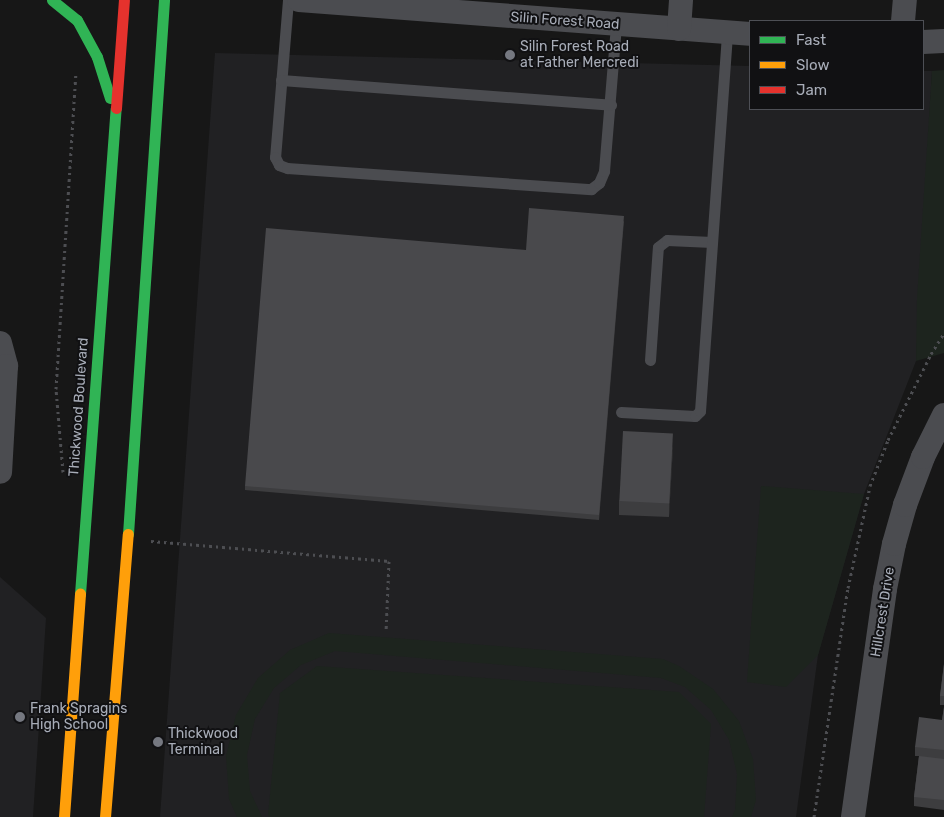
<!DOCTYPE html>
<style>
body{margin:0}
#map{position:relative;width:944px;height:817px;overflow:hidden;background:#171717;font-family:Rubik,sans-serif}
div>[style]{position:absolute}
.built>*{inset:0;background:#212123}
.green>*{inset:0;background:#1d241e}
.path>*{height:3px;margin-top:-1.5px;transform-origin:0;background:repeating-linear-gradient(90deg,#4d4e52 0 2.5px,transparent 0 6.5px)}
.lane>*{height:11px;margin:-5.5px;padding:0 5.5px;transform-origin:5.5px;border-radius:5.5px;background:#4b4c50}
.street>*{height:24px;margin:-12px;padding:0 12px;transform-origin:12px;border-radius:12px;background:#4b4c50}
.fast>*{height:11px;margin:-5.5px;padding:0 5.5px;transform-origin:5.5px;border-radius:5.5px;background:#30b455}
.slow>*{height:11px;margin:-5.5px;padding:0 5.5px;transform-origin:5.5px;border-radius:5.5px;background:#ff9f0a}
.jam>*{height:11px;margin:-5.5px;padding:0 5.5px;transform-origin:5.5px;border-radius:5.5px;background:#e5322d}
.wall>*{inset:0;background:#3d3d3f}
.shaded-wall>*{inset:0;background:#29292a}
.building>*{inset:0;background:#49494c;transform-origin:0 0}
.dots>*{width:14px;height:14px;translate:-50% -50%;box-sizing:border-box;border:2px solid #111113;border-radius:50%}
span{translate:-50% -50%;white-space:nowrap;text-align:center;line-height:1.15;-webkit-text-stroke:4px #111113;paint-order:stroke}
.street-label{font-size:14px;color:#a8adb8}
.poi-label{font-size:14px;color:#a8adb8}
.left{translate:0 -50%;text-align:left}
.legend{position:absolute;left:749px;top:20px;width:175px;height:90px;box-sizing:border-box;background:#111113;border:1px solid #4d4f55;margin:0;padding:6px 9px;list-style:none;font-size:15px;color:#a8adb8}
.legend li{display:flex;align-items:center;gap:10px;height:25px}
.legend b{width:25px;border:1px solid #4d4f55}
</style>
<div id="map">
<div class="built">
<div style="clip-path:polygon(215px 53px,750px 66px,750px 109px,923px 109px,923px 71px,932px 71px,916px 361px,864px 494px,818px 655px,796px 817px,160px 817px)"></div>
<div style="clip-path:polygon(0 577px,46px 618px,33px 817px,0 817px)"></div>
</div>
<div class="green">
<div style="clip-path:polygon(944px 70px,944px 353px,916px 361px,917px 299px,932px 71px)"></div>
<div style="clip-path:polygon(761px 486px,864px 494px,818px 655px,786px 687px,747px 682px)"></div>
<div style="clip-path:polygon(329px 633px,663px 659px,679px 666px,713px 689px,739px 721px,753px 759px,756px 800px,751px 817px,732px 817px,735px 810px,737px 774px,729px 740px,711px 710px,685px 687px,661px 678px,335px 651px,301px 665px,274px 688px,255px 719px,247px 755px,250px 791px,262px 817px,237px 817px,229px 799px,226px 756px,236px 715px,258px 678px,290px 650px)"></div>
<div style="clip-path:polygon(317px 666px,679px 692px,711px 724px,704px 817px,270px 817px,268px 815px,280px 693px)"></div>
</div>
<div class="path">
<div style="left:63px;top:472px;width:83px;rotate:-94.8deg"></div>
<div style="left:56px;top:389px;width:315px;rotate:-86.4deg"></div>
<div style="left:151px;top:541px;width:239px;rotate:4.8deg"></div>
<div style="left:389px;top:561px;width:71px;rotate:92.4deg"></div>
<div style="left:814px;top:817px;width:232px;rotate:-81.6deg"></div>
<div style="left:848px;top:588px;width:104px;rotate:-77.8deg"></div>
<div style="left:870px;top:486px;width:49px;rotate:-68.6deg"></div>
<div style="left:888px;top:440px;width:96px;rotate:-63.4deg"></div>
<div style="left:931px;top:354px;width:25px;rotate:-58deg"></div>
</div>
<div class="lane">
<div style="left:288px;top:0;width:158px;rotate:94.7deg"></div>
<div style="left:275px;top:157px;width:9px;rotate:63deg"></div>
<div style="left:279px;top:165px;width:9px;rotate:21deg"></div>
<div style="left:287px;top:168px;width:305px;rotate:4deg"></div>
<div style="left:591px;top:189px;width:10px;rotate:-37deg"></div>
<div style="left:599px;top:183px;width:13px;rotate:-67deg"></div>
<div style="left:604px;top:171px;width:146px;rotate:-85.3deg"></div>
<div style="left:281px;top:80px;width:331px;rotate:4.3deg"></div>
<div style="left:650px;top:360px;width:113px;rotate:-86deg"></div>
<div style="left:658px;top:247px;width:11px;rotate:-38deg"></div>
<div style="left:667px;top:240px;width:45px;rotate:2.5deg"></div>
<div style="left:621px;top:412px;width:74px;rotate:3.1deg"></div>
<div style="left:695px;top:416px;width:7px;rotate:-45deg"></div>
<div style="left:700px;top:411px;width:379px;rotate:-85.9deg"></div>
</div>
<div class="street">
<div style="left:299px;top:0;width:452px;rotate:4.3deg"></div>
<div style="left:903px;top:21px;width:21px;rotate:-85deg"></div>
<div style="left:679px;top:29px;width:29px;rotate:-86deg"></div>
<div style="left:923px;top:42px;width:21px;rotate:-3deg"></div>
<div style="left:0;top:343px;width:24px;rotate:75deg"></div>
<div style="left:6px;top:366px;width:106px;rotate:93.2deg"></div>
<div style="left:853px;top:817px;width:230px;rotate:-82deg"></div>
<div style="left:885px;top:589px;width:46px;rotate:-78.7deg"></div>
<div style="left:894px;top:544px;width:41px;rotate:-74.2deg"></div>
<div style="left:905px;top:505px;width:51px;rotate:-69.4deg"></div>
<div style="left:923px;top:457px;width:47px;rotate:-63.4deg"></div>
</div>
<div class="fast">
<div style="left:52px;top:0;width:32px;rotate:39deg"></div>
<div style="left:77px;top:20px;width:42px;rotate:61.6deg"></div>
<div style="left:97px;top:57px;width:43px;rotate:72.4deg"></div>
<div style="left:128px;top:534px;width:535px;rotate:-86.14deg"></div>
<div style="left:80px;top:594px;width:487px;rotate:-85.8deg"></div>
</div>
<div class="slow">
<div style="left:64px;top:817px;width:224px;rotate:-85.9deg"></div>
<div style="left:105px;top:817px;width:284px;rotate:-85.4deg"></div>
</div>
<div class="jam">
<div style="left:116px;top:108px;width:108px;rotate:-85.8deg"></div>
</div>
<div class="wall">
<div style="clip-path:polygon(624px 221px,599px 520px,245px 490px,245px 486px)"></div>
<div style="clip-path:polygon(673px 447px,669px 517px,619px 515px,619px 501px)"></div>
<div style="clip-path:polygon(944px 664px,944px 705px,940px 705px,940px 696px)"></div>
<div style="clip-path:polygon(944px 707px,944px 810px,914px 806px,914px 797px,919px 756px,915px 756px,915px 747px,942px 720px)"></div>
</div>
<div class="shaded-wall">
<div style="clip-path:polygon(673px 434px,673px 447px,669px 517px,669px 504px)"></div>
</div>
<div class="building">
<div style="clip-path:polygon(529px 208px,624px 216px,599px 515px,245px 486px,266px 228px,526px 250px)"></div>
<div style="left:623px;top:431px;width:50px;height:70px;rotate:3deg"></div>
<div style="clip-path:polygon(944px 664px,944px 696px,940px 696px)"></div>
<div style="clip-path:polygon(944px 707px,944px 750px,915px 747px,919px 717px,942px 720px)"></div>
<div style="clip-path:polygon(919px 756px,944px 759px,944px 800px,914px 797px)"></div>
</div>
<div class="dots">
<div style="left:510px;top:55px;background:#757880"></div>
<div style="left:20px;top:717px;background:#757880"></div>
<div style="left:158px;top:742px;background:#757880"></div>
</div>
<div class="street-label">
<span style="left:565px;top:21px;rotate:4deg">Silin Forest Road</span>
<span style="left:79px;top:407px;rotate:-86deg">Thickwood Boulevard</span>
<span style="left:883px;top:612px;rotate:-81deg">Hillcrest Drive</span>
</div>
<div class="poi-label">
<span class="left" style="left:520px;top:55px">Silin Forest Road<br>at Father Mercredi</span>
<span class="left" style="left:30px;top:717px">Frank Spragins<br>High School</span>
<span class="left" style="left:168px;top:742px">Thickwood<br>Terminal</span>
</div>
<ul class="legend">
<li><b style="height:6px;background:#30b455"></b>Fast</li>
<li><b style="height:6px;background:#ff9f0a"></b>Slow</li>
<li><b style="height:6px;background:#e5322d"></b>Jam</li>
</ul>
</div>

━━━━

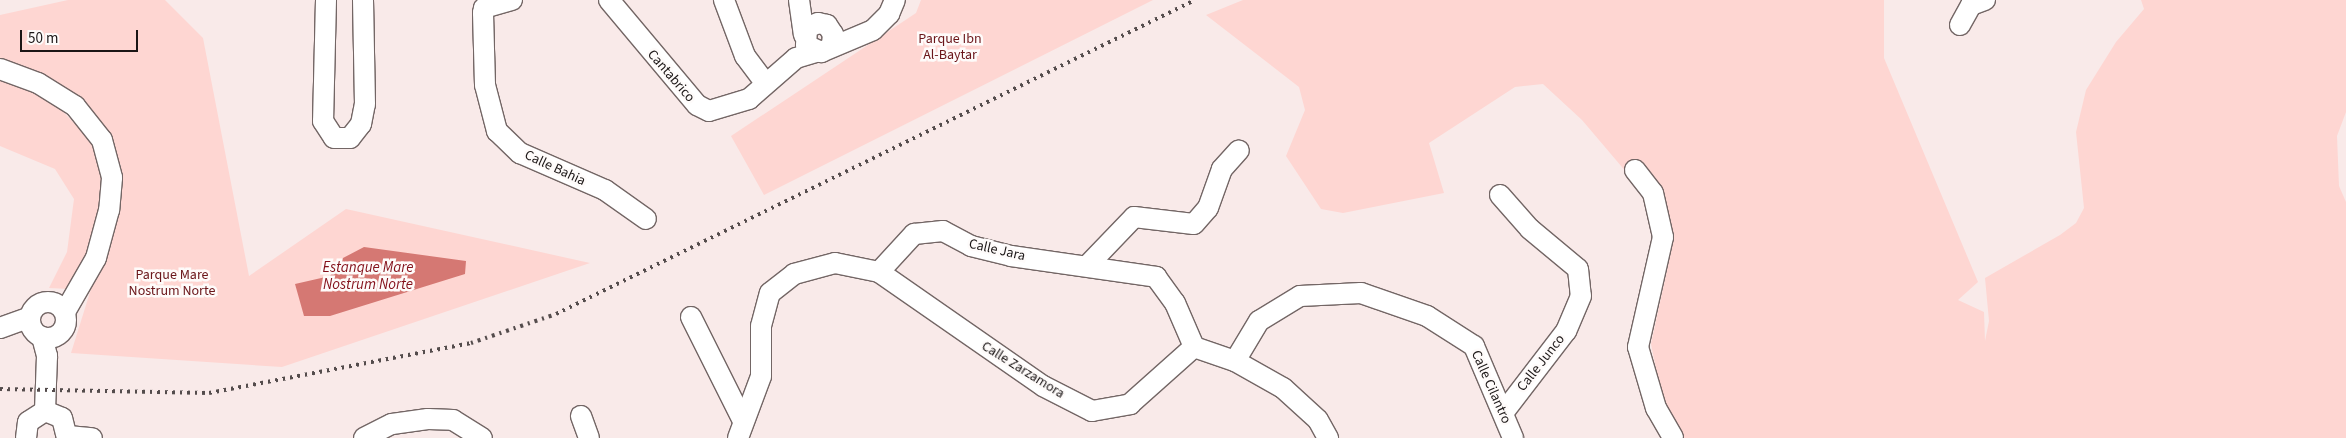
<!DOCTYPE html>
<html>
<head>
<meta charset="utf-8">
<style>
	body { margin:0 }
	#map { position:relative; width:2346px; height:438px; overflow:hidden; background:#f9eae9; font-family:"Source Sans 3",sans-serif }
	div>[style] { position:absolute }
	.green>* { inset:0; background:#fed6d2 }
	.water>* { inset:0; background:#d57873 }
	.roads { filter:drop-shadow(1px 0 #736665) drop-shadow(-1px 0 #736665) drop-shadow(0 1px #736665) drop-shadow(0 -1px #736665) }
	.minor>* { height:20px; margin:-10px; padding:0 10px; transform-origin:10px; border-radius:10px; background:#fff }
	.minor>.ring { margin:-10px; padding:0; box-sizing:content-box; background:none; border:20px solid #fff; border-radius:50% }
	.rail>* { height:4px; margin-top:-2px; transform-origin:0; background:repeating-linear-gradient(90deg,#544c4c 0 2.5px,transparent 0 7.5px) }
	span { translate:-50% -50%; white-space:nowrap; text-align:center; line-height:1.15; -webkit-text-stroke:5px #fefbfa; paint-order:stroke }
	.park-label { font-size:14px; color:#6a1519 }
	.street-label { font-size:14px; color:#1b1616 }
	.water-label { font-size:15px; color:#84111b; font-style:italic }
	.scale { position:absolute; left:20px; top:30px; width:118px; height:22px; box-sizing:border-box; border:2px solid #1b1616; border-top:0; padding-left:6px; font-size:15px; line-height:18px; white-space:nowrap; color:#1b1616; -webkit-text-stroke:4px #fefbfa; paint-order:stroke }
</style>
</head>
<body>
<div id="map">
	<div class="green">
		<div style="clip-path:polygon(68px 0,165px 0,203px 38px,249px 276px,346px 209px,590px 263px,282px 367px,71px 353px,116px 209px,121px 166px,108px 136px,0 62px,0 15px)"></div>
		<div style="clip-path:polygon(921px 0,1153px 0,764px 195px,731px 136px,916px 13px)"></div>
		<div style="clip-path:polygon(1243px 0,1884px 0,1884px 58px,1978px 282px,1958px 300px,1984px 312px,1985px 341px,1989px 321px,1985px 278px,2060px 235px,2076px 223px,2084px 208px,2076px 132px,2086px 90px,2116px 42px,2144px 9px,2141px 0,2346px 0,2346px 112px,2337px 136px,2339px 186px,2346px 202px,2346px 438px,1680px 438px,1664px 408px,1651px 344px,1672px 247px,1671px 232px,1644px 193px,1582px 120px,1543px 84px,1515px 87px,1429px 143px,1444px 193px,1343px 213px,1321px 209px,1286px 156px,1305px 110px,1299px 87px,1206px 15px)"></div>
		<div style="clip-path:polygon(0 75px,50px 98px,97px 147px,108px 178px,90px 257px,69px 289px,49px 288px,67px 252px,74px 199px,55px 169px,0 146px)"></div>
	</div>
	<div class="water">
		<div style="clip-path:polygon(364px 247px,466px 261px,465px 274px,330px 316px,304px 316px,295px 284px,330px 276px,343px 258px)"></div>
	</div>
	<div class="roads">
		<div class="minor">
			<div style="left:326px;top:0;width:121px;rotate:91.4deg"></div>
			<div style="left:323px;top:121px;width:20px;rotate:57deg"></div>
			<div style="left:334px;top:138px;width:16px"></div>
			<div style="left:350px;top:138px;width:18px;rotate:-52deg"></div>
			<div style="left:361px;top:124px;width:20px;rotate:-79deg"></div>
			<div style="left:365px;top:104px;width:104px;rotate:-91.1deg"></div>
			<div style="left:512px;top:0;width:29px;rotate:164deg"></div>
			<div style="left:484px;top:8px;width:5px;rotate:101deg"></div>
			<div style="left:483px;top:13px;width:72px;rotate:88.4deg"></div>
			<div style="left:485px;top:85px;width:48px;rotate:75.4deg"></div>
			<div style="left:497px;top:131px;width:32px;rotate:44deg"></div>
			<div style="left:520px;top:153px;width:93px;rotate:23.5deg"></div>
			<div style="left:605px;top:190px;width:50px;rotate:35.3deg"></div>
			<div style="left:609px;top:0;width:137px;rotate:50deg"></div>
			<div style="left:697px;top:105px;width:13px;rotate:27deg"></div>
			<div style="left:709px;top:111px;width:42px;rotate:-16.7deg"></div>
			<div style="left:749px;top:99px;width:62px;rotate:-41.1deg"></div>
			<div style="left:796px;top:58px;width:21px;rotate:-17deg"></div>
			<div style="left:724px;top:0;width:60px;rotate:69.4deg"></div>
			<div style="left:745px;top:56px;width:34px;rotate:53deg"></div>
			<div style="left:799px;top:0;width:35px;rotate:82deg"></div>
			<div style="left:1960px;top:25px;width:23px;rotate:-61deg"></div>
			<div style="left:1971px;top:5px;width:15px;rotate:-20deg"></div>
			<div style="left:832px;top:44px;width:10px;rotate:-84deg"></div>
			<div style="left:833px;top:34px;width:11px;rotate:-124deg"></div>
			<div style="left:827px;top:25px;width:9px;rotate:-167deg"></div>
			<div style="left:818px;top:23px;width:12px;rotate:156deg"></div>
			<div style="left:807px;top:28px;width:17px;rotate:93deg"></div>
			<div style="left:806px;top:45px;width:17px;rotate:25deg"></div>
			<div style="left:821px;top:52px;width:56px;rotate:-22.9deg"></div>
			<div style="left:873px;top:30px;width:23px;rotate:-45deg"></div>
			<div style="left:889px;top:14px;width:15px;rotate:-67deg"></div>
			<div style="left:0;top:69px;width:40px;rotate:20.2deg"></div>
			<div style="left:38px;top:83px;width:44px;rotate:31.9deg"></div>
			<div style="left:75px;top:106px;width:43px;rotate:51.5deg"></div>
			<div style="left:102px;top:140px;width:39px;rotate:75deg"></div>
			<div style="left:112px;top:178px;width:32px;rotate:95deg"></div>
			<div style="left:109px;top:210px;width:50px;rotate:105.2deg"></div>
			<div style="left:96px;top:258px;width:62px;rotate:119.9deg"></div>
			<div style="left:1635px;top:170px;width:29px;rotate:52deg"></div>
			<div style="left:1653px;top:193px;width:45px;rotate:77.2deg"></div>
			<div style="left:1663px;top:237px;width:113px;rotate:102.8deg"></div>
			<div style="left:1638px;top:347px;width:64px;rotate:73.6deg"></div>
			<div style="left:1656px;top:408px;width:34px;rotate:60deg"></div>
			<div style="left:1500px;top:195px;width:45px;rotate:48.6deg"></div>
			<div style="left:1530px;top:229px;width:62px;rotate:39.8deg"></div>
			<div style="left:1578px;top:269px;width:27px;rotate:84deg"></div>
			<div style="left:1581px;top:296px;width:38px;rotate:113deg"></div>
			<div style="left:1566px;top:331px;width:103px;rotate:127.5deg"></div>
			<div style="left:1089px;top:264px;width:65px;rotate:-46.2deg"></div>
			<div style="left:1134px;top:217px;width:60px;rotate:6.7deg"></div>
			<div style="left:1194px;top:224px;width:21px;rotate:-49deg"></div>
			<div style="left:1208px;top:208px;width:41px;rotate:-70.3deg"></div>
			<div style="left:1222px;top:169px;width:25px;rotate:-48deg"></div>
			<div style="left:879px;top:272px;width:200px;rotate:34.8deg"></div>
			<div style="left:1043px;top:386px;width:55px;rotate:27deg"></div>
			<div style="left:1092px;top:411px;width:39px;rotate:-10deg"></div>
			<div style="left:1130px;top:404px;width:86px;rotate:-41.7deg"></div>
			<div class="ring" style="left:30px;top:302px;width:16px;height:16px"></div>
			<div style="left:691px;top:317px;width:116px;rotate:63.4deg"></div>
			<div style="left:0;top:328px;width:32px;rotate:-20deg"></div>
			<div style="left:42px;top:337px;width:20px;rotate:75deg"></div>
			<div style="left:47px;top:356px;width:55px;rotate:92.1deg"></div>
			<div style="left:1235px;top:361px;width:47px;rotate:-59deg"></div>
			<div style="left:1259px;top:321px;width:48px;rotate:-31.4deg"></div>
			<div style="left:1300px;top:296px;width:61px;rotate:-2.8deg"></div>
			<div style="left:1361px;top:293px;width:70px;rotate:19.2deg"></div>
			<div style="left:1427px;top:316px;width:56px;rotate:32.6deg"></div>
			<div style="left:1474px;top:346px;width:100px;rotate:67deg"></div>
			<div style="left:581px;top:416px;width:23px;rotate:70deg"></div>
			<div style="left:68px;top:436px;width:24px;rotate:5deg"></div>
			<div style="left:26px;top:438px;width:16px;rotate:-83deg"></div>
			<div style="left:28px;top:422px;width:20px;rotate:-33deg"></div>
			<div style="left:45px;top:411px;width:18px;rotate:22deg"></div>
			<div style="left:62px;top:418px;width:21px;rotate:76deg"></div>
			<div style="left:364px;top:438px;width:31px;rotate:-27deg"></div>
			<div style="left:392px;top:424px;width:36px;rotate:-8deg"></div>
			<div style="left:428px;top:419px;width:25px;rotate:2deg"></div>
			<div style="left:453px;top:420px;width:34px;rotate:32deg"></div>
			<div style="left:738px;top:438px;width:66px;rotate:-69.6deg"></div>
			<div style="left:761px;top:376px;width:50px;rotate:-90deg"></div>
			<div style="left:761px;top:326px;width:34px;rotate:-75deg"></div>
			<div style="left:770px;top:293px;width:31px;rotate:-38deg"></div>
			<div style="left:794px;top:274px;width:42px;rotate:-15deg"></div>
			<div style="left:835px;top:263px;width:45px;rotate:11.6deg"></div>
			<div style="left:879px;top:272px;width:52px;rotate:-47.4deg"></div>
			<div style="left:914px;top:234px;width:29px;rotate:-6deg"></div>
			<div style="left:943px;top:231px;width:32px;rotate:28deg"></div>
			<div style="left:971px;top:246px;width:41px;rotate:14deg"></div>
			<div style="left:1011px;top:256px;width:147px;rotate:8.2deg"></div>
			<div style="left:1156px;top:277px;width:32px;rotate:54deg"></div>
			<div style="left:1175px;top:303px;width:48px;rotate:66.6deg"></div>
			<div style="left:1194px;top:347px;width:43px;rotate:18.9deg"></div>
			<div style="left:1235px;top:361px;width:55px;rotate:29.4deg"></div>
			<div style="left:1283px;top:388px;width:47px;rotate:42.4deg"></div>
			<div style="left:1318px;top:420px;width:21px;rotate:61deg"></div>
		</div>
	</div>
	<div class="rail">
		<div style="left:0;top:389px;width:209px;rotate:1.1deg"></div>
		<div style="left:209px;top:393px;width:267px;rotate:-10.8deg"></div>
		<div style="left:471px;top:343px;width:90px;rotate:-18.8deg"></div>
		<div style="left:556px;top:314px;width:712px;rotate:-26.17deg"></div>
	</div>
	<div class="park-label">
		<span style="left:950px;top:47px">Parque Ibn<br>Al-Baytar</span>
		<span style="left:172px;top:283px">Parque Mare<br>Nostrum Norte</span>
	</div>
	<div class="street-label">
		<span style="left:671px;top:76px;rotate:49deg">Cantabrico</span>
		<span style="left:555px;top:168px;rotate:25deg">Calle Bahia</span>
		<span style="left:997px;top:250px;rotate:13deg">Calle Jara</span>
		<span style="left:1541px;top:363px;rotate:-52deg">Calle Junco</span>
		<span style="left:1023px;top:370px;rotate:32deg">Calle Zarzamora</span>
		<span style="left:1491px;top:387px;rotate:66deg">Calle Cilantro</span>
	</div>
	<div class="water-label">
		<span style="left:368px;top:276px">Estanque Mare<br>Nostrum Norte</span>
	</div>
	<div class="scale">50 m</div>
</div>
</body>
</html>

━━━━

Using the listing, filter for "overflow" and return the matching lines.

#map{position:relative;width:944px;height:817px;overflow:hidden;background:#171717;font-family:Rubik,sans-serif}
	#map { position:relative; width:2346px; height:438px; overflow:hidden; background:#f9eae9; font-family:"Source Sans 3",sans-serif }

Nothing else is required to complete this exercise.